Les montres du Spartak Moscou

Plusieurs montres célèbrent le Spartak de Moscou, comme cette Komandirskie « Kadet »

(collection B. Hanoï)

Ou cette Pobeda:

(photo: chassy-sssr)

Le FC Spartak Moscou (Футбольный клуб Спартак-Москва) est la section football du club omnisports du Spartak Moscou. Son histoire remonte à 1921, quand le Cercle sportif de Moscou du quartier de Presnia (rebaptisé plus tard Krasnaïa Presnia) a été fondé par Ivan Artemyev qui recruta Nikolai Starostine, le père du football soviétique.
Nikolaï Starostine, était né le 13 février 1902 dans le quartier ouest de Moscou, Presnia. Nikolaï est l’ainé d’une fratrie de six frères et sœurs. Starostine intègre la sélection moscovite et joue plusieurs matchs internationaux.
De 1926 à 1930, Krasnaya Presnia change de nom et devient Pisheviki. L’équipe participe à des championnats régionaux (ou elle remporte un titre de champion) ainsi qu’à des tournées à travers l’Union soviétique. Nikolaï joue à ce moment-là aux côtés des meilleurs joueurs du moment. En 1934, il obtient le titre de « Maitre des Sports d’URSS »: il est considéré comme le meilleur ailier droit de l’équipe d’URSS et impressionne par sa vitesse, son charisme et son apport offensif.
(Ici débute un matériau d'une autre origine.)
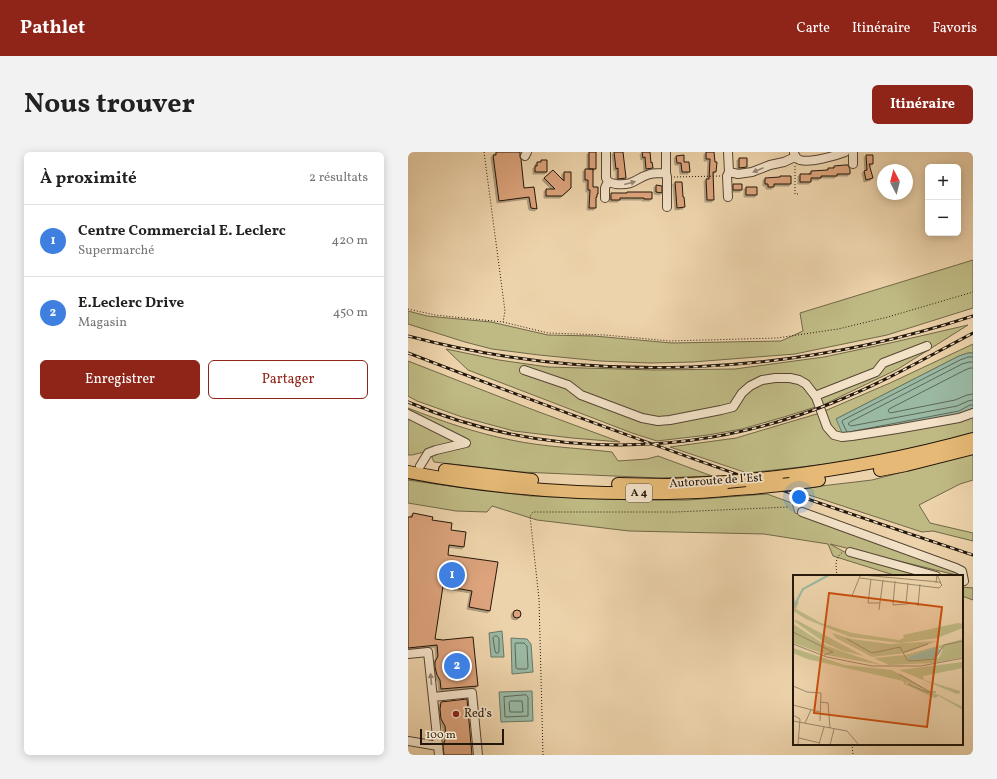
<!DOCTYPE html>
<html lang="fr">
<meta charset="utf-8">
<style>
body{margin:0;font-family:Vollkorn,serif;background:#f2f2f2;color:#222}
.controls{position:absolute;right:12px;top:12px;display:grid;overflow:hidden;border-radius:6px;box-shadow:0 2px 10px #0003}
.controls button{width:36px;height:36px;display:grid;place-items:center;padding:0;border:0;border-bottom:1px solid #e0e0e0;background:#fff;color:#222;font:20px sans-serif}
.compass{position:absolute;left:469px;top:12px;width:36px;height:36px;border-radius:50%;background:#fff;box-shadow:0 2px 10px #0003;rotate:353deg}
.scale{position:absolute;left:12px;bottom:10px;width:84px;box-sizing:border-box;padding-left:4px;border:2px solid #23170b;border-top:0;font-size:11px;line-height:14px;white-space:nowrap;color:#23170b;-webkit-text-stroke:3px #f3e2c8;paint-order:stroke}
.you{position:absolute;left:391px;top:345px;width:14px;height:14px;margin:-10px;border:3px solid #fff;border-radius:50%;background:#1a73e8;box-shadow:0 0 0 6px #1a73e833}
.badge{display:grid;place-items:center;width:26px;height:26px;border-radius:50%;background:#8f2418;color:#fff;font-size:13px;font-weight:700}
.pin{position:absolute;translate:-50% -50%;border:2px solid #fff;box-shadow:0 1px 4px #0006}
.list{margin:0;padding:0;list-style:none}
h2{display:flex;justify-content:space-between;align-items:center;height:52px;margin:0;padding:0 16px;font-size:17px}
h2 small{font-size:13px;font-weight:400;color:#767676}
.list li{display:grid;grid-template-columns:26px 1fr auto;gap:12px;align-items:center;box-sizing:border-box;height:72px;padding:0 16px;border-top:1px solid #e0e0e0}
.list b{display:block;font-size:15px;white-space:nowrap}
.list p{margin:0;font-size:13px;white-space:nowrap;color:#767676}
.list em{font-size:13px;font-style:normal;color:#767676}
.actions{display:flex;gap:8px;padding:12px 16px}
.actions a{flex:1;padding:9px 0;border:1px solid #8f2418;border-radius:6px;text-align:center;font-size:14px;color:#8f2418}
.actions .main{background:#8f2418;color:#fff}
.map{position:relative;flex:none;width:565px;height:603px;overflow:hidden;border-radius:6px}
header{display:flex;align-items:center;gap:24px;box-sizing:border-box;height:56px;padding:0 20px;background:#8f2418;color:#fff}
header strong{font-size:19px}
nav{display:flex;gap:22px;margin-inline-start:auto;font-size:14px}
.intro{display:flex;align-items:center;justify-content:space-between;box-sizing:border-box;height:96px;padding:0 24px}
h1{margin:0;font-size:28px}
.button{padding:10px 18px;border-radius:6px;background:#8f2418;color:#fff;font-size:14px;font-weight:700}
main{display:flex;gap:24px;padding:0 24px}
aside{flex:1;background:#fff;border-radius:6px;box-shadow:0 2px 10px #0003}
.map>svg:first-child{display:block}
.green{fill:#bfba84;stroke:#716848}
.water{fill:#9ab9a4;stroke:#6a7867}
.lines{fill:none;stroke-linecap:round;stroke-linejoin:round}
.shore{stroke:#5e6858;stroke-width:1}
.building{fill:#dca37c;stroke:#23170b;filter:url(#shadow)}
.minor-casing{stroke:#564633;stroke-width:10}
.highway-casing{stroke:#23170b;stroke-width:14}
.path{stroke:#23170b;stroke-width:1;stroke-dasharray:1 2;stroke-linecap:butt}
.minor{stroke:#f3e2c8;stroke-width:8}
.highway{stroke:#e6ba76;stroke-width:12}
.rail-casing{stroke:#23170b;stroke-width:3}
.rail{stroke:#f3e2c8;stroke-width:1.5;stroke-dasharray:4.5;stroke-linecap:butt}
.highway-bridge-casing{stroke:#23170b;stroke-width:14;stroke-linecap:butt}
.highway-bridge{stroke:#e6ba76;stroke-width:12}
.oneway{fill:#958773}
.poi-dot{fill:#8f2418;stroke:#f3e2c8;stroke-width:1.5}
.labels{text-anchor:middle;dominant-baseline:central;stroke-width:3.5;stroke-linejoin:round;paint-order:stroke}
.shield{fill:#f3e2c8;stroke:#615444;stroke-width:1}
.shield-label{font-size:11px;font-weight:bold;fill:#23170b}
.street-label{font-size:12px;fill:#23170b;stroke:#f3e2c8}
.poi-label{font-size:12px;fill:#23170b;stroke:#f3e2c8;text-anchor:start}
.inset-river{fill:none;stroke:#9ab9a4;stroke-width:2}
.inset-road{fill:none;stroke:#9c886b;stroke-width:1}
.view{fill:#ca4f0c;fill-opacity:0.15;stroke:#ca4f0c;stroke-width:2}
.inset-edge{fill:none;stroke:#23170b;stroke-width:2}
</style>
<header>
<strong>Pathlet</strong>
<nav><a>Carte</a><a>Itinéraire</a><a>Favoris</a></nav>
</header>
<div class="intro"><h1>Nous trouver</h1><a class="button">Itinéraire</a></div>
<main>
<aside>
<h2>À proximité<small>2 résultats</small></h2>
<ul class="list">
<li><span class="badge" style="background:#3f7fe0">1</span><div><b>Centre Commercial E. Leclerc</b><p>Supermarché</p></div><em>420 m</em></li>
<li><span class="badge" style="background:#3f7fe0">2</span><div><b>E.Leclerc Drive</b><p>Magasin</p></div><em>450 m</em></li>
</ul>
<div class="actions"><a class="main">Enregistrer</a><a>Partager</a></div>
</aside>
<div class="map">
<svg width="565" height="603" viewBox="0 0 565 603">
<defs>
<filter id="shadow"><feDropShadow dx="-2" dy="2" stdDeviation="0" flood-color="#0004"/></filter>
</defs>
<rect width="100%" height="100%" fill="#edd3ab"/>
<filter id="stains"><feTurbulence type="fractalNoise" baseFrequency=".005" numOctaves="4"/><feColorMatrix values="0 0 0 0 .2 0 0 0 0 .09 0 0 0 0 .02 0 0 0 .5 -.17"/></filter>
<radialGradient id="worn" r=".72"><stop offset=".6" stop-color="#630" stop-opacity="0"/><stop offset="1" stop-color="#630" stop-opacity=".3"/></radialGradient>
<!-- green -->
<path class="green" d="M565 108V156L479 183 387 202 285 210 242 211 192 209 131 203 84 197 57 190 0 172V159L19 164 83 170 140 183 186 184 264 191 373 189 395 179 392 161Z
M560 173 490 217 417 252 376 265 334 277 300 283 249 289 224 281 60 218 38 197 91 208 140 215 247 218 327 217 416 205 482 191Z
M565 192V201H560L551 204 428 267 565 260V281L492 300 447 309 339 321 262 295 328 286 412 261 482 231Z
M0 209 123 257 212 290 164 286 106 279 54 265 9 249 0 244Z
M0 256C33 269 68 281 103 288 136 295 170 296 204 300L210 309 239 307 250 304 304 324 252 326 113 320 26 310 24 306 26 300 20 299 4 303H0Z
M565 302V328L552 332 511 353 522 371 565 381V389L525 379 514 380 395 341 390 338 413 334 464 328Z
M0 328 34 333 123 344 226 348H280L359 342 384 351 387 361 429 374 551 420 552 424 422 392 442 403 513 424H489L425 404 420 392 356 382 221 379 129 368 84 354 79 360 48 359 0 351Z
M554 435 565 436V448L554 444Z"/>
<!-- water -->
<path class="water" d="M560 201H565V256L552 262 436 285 428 267 551 204Z
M94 479 96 505H83L81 481Z
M103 486 119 487 123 492 125 520 104 522Z
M124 539 125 569 93 570 91 540Z"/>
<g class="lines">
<!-- shore -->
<path class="shore" d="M565 210H561L554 212 442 270 440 272 443 274 549 254 560 249 565 248
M565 216H562L557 218 481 257 480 259 482 261 547 248 559 243 565 242
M446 279 551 259 562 253H565
M439 280 434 270 435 268 552 208 560 205H565
M87 484H89L91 486V499L90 501H88L87 499 85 486Z
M108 491H116L119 494 120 515 119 517H110L108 516 107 493Z
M118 543 120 545V564L97 565 96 545Z
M103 549H114L115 560H102L101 551Z"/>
</g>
<!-- building -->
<path class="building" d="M88 0H112V5L113 7 116 36 126 35 129 57 123 56 121 45 91 49 85 3H88Z
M181 0H188V17H181Z
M206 0H215L218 26 210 27V16L208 17Z
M234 0H242L243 11 244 10 245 16 238 17 237 5 235 6Z
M298 0H306L307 10H309L308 20H305L306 48H299L298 27H301L302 7H298Z
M276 3V10H281L282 20H274L273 11H269L268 4Z
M458 3H465V12H461L465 26 458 28 456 19 459 18Z
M331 6H339V15L331 16Z
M133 8H139V20H127V14H129V10H133Z
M437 13H440L442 17V22H429V24H413V26H403V30H392V22H403V19L420 18V16H426V14Z
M177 17H185V35H190V42H189V45H188V56H181L182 38H180V28H177Z
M145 18 156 29V20H163V36L154 44H138V37H147L136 26Z
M372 24H383V32H366V35H360V32H357V26L372 25Z
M267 30H274L275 45H276L277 55 269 56Z
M325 32H334V38H325Z
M248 33 254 34V41L248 40Z
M338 35H349V43H338Z
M219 40H244V47H236V46H212V48H203V41H219Z
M5 361 25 365 24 368 44 371 43 378 58 380 56 395 41 393 40 403 90 410 82 459 61 455 64 439 35 434 27 487 35 488 65 485 70 534 33 537 32 528 29 523 27 515V510L30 504 29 493 0 496V365H4Z
M105 462a4 4 0 1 1 8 0a4 4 0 1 1-8 0Z
M59 547 64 603H36L35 593 38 586 37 574 33 567 32 557 33 550Z"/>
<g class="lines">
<defs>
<path id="minor" d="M198 0V26C200 31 203 31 208 32 227 34 227 26 242 22 247 21 253 21 258 21
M258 0V21L259 25V55
M320 0 321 20 330 22 344 20 362 13 376 10 387 5
M445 0V12
M386 1C387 4 388 7 392 8 402 11 427 4 437 0
M117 4 119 0
M320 45 319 24 321 20
M197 46V36L200 29
M116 218 160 233 173 243 234 266 250 269 262 268 313 258 325 255 334 241 342 234 354 228 367 226H382L391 228 398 232 408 245 419 275 426 283 434 285 444 284 489 277 551 266 565 261
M407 244 468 220 475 211 519 194
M0 262 58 291 28 298 20 301 12 314
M394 360 548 416 554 419 556 429
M442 400 528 424
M0 502 20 500 31 603
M25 545 64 541 70 603
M0 589 30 594"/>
<path id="highway" d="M37 318 124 328
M472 318 498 313 565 296
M0 320C93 338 195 344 290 340 308 339 326 337 344 336
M369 325C436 317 500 305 565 287
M210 332 259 333 319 330
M382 332 411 328"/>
</defs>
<!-- minor casing -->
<use href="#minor" class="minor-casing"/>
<!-- highway casing -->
<use href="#highway" class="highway-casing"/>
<!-- path -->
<path class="path" d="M76 0 97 159 95 170
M387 14V42H391
M266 25 313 24
M0 157 27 163 95 170 140 181 197 183 262 189 369 186 430 177 480 165 565 140
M429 424C428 414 426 406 435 400
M444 592 445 603
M135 603 131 447 122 364 125 360H267L380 355"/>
<!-- minor -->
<use href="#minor" class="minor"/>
<!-- highway -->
<use href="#highway" class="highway"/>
<defs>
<path id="rail" d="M0 184C186 233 383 224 565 164
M0 201C187 273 375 340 565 403
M0 250C137 308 287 306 424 251 473 232 519 205 565 181"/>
</defs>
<!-- rail casing -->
<use href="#rail" class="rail-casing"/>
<!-- rail -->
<use href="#rail" class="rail"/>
<defs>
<path id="highway-bridge" d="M319 330 369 325
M344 336 382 332"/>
</defs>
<!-- highway-bridge casing -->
<use href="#highway-bridge" class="highway-bridge-casing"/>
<!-- highway-bridge -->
<use href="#highway-bridge" class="highway-bridge"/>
</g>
<!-- one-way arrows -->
<defs><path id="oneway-solid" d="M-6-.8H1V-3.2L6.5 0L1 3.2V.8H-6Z"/></defs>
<g class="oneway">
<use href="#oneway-solid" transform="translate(350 18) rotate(157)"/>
<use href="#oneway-solid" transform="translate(222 31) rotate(-15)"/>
<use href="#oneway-solid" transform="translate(23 527) rotate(-95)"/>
</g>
<!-- markers -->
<circle class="poi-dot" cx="48" cy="562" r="4"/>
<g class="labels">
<!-- shield labels -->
<rect class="shield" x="218" y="332" width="26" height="18" rx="3"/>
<g class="shield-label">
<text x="231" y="341">A 4</text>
</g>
<!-- street labels -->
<g class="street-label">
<text transform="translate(308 329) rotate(-4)">Autoroute de l’Est</text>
</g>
<!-- poi labels -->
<g class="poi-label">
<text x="56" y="562">Red's</text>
</g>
</g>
<!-- overview -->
<g transform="translate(385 423)">
<rect width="170" height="170" fill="#edd3ab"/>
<path d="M0 11 2 26 6 27 3 34 28 48 59 58 106 65 111 63 110 60 165 48 170 49V53L144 63 108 68 57 62 13 44 0 36ZM3 45 7 47 71 81 50 76 32 68 1 46ZM0 49 34 71 89 90 34 80 0 68ZM39 58 59 64 96 69 144 66 113 78 79 82 43 63ZM170 64V82L140 88 96 90 81 83 112 80ZM143 72 150 74 146 83 115 82ZM0 73 52 90 99 95 136 116 112 107 114 109 146 120 170 132V135L146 121 142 123 111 109 110 106 14 84 0 78ZM170 87V93L130 101 131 105 167 116V118L164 119 106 95Z" fill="#bfba84" fill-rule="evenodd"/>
<path d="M143 72 148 75 143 83 116 85 115 82Z" fill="#9ab9a4"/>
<path class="inset-river" d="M0 33 10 14 36 0"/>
<path class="inset-road" d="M67 3 146 13 149 10 146 7 69 0M78 4 75 28H87M102 6 100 30 125 28M143 8 144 0 148 8M59 21 67 1M113 28 115 8M125 31 127 9M86 35 90 5M0 57 40 77 31 80M54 64 79 78 107 72 114 85 118 86 142 84 151 70 170 66M0 69 34 82 79 91H128L170 83M111 77 135 69M106 99 137 117M115 109 134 117H143M0 111 14 117 28 118 27 146M27 127 35 128 37 153M0 130 27 137M0 140 7 144 5 170M0 146 54 156 66 170M12 148 18 135M6 163 27 168M26 169 31 152M37 170 41 154"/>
<path class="view" d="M36 18 149 32 134 152 21 138Z"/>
<rect width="170" height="170" class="inset-edge"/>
</g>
<rect width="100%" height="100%" filter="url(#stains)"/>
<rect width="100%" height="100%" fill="url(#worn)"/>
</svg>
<div class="controls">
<button>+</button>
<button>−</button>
</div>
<svg class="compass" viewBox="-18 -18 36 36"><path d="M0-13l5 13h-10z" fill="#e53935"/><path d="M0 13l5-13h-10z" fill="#767676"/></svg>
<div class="scale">100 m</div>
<div class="you"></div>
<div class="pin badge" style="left:44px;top:423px;background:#3f7fe0">1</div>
<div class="pin badge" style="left:49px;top:514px;background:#3f7fe0">2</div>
</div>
</main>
Nikolai Sarostine, capitaine de la sélection de l’URSS

Ses frères intègreront durant toutes ces années, différents clubs, jouant avec leur frère ainé. Cette situation amènera par la suite quelques anecdotes :
Le Spartak jouait un match à l’étranger. Le journaliste local demanda la composition d’équipe :
– Qui joue à droite de la défense ?
– Starostine
– Milieu de terrain axial ?
– Starostine
Et à côté de lui ?
– Starostine
Et l’ailier droit ?
– Starostine
J’ai compris, répondit le journaliste, Starostine signifie footballeur en russe…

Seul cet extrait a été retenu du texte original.